Los nacionalistas llevaron ayer a la calle su política de confrontación lingüística frente a los intentos de la Xunta presidida por Alberto Núñez Feijóo de alcanzar un consenso en esta materia, tan sensible para muchos ciudadanos. «Señor Feijóo, queremos jugar y aprender en gallego». Ese era el mensaje de la primera fila de la manifestación convocada en Santiago de Compostela por la oenegé del gallego y que portaban unos menores que, con sus padres, luchan para que el jefe del ejecutivo autónomo no derogue el decreto que regula el uso intensivo del idioma propio en la enseñanza. Caía un chaparrón y la manifestación se retrasó media hora.
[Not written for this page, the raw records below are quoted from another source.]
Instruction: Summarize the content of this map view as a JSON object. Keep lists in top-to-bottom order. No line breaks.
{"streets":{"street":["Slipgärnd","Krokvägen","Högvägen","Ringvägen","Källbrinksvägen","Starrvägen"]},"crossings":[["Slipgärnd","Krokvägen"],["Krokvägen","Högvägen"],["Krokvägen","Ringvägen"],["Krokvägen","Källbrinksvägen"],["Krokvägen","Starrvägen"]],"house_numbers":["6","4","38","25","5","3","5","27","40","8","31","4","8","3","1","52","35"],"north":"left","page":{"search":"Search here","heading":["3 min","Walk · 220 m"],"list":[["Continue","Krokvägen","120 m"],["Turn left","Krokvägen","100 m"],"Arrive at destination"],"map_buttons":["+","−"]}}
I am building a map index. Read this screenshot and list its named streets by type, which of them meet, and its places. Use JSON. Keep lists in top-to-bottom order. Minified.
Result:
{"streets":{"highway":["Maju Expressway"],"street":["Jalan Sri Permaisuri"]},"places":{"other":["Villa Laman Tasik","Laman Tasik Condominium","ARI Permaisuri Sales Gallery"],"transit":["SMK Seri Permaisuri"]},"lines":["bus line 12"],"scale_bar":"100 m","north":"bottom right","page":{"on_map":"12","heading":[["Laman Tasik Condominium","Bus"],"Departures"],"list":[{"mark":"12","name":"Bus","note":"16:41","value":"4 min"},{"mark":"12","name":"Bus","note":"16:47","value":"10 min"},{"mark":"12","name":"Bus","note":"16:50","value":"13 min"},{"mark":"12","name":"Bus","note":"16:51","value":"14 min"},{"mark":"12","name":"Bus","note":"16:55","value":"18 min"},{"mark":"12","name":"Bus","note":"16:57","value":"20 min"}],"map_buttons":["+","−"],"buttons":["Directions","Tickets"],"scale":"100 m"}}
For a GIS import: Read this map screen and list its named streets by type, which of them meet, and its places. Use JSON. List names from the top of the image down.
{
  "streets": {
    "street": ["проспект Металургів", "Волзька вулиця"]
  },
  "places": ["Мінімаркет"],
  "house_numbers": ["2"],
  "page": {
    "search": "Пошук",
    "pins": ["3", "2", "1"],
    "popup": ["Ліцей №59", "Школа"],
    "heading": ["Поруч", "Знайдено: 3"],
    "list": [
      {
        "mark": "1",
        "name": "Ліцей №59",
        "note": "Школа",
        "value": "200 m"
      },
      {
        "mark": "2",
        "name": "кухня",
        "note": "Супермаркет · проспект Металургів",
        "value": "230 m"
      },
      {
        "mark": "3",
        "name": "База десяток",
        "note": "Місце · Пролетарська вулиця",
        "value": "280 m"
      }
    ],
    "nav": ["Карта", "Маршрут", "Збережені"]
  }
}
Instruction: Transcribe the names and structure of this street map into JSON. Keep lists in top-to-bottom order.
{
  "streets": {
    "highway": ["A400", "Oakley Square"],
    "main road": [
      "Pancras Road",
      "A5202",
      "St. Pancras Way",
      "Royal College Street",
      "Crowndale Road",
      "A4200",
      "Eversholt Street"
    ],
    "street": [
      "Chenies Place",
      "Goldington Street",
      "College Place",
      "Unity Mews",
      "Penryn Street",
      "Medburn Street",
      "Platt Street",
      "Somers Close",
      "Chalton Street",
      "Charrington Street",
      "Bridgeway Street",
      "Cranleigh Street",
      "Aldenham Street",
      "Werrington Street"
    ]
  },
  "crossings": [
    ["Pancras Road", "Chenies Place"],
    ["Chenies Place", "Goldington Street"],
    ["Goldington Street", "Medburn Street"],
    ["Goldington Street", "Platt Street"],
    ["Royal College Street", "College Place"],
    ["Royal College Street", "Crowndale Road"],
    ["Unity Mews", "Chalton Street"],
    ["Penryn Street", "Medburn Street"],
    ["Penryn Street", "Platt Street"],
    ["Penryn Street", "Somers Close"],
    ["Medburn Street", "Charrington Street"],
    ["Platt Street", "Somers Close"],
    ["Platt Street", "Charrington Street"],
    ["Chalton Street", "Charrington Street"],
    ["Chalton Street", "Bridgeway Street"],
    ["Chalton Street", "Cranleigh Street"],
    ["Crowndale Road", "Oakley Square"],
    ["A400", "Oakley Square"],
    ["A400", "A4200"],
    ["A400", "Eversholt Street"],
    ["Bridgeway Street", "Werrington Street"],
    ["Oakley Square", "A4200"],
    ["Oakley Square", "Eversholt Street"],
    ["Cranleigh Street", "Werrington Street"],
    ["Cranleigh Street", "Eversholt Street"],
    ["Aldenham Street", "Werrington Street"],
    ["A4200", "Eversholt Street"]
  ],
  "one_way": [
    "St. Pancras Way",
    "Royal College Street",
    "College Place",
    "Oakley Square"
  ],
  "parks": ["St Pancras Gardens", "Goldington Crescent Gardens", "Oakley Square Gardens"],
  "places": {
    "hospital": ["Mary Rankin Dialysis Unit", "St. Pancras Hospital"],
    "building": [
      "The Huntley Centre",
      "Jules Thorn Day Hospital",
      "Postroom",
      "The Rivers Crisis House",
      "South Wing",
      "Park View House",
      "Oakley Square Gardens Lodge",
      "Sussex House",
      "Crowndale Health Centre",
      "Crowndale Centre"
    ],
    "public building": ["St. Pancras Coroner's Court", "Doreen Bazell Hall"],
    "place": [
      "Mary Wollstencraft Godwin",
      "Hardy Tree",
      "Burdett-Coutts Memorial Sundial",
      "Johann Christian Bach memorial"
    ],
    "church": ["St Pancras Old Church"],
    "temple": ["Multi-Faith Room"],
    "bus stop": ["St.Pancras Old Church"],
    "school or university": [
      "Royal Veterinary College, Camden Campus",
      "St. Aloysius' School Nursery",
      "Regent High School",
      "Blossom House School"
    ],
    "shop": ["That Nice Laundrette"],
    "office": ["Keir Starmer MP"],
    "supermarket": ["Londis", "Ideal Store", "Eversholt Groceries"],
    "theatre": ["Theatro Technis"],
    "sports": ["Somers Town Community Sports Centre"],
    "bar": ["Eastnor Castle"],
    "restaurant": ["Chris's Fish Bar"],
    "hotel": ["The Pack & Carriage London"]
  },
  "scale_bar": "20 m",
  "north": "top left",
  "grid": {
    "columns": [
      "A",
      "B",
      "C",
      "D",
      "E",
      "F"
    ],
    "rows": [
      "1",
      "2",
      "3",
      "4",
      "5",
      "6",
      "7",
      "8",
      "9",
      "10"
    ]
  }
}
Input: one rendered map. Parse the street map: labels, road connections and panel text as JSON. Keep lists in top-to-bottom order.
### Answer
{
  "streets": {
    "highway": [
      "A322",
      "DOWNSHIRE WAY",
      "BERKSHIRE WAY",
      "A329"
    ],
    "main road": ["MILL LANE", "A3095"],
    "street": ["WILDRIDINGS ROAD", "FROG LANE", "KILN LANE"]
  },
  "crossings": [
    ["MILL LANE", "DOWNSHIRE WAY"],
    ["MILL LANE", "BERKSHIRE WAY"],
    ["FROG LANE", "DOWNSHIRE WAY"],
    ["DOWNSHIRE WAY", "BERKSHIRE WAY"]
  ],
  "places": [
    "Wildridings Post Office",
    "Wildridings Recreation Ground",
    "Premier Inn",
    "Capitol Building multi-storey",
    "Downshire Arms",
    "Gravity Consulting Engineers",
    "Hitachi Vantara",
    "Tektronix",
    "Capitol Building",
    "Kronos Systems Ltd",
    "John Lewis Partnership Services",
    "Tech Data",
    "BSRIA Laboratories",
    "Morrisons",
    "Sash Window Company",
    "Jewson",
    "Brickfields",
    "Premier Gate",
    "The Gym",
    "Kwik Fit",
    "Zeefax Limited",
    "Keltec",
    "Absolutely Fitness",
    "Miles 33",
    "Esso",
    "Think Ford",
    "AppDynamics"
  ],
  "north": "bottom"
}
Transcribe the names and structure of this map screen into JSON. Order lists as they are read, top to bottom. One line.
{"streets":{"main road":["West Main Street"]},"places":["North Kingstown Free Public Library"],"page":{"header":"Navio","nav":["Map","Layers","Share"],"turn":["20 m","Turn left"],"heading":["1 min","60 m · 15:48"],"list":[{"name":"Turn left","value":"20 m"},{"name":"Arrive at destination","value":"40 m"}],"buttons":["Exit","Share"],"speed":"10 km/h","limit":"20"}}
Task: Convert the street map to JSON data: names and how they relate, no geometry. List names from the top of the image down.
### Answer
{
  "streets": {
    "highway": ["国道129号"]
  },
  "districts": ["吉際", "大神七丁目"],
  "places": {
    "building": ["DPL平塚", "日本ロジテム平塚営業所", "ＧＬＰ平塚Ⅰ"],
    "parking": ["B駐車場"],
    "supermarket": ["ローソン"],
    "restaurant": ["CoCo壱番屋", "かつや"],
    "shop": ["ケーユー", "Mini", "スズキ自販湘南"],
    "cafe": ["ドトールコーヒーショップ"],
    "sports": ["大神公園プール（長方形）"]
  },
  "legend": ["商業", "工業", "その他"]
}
En los primeros puestos, Carlos Callón, presidente de la Mesa por la Normalización Lingüística, promotora de esta protesta en el Día de las Letras, dedicado esta vez al intelectual Ramón Piñeiro.
«Que se apropie del gallego -en alusión al mandatario galaico- y lo defienda con el ejemplo de las personas que están aquí», proclamó el responsable de la asociación de corte nacionalista promotora de la movilización. En las siguientes hileras, el BNG, con el portavoz nacional, Guillerme Vázquez, que emplazó a Feijóo a «tomar nota»; los ex «bloqueiros» del gobierno bipartito, Alfredo Suárez Canal, Fernando Blanco y Teresa Táboas; y cineastas, escritores y documentalistas.
El aplauso mayor fue para el galleguista Avelino Pousa Antelo, de 95 años, que afirmó: «Con gente como vosotros, Galicia no muere». El manifiesto leído reivindicó para el gallego el mismo estatus legal que el castellano y recriminó que, desde Madrid, haya quien pretenda convencer a la opinión pública «de que el español corre peligro».
Era el preludio de la exposición, hoy, del modelo lingüístico del gobierno regional. Un independiente asume el reto.